It may be parental laziness. It’s not easy to switch languages, even if you’re fluent, but it’s certainly worth it. My nieces went to French school in France but spoke English at home. When they moved to the US, they slid seamlessly into the public school system even though they’d never studied in English before, poor deprived souls. Oh and yes, they’re top students. Not bad for overextended girls.

If you detect a droplet of irateness, it’s there. I can’t imagine depriving children of the opportunity to learn another language if it’s right there, especially English, and especially in today’s increasingly globalized world.

I was trilingual by the age of three. It certainly hasn’t done me any harm.

I’d love your thoughts: Do you think learning languages when you’re young is important?

16 Comments

  1. Lulie on January 26, 2013 at 11:45 pm

    We live in Ecuador. We know a couple in the north of Ecuador who have multilingual kids.

    The wife is Japanese and speaks both Japanese and English fluently, and excellent, if not fluent, Spanish. The husband is indigenous, and speaks Spanish and Quechua.

    The wife speaks to their children in Japanese, the husband in Quechua. They learn Spanish at school, and learn English from the visitors to their organic farm, as well as a few words from their mother.

    I only wish I’d had multilingual parents when I was growing up.

    Lulie

    • Leyla Giray Alyanak on January 27, 2013 at 8:07 am

      What a wonderful mixture of cultures! I’ll wager those kids will be grateful for all that linguistic ability when they grow up.

  2. Lane on January 27, 2013 at 1:23 am

    I cannot imagine being able to speak more than one language a negative. I’ve tried French and German, and living in New Mexico, a smattering of Spanish. I was too old when attempting to learn all of those, making it difficult. Now, I have to rely on my partner to speak for us when we travel. *That’s* irritating.

    • Leyla Giray Alyanak on January 27, 2013 at 8:06 am

      My feelings exactly! It’s not about having to speak another language, but about taking advantage of opportunities.

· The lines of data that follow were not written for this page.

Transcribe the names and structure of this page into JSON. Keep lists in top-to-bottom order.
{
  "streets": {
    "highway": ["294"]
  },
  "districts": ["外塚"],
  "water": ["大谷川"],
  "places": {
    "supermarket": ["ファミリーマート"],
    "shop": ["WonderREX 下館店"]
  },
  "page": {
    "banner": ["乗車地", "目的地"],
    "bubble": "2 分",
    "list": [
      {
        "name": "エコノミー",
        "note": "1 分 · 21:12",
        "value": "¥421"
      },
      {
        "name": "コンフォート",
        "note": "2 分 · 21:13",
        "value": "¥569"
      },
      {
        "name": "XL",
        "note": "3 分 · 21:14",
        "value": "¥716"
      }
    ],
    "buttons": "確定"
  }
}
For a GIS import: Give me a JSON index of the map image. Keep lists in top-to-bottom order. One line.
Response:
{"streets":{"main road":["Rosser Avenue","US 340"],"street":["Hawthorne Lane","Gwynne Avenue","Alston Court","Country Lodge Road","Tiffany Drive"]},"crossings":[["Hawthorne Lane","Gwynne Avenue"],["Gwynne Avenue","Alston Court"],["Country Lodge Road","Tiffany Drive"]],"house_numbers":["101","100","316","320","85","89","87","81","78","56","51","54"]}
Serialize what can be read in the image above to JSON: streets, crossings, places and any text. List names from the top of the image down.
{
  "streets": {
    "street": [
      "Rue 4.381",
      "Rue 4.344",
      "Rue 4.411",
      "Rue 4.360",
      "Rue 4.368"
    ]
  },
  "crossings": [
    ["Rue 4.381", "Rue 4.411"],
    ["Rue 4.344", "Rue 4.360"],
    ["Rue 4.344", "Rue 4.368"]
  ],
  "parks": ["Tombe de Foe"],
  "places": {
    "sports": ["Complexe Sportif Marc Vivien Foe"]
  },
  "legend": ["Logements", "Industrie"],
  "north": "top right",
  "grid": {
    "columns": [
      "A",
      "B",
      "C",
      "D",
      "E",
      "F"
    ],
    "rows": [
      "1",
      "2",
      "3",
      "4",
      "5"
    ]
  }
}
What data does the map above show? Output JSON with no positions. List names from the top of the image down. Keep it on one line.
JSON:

  3. emma on January 28, 2013 at 12:59 pm

    I’ve actually never once heard anyone say “scientists say it’s too much for little brains to take.” First because it’s fashionable to have multilingual children, so much so that parents are hiring nannies specifically to teach their children a specific second or third language, and the internet is rife with parents bragging about how many languages their 2 year old can speak. Second because science has long and very publicly said the opposite: children learn languages best from infancy to age 11 because evolutionarily this is when their brains are most receptive to learning a language fluently. In any case, in most parts of the world I’ve ever lived in, being bilingual is the norm and it’s not really something people question. I’ve never heard anyone say anything negative about children being multilingual, so I’m not sure it’s something that actually has to be defended.

    • Leyla Giray Alyanak on January 28, 2013 at 1:16 pm

      I absolutely agree with you, Emma. That’s why I was so shocked to hear that someone would actually NOT raise their children multilingually given the chance. It then occurred to me that others might feel the same – but judging from the comments here and on social media, I think not!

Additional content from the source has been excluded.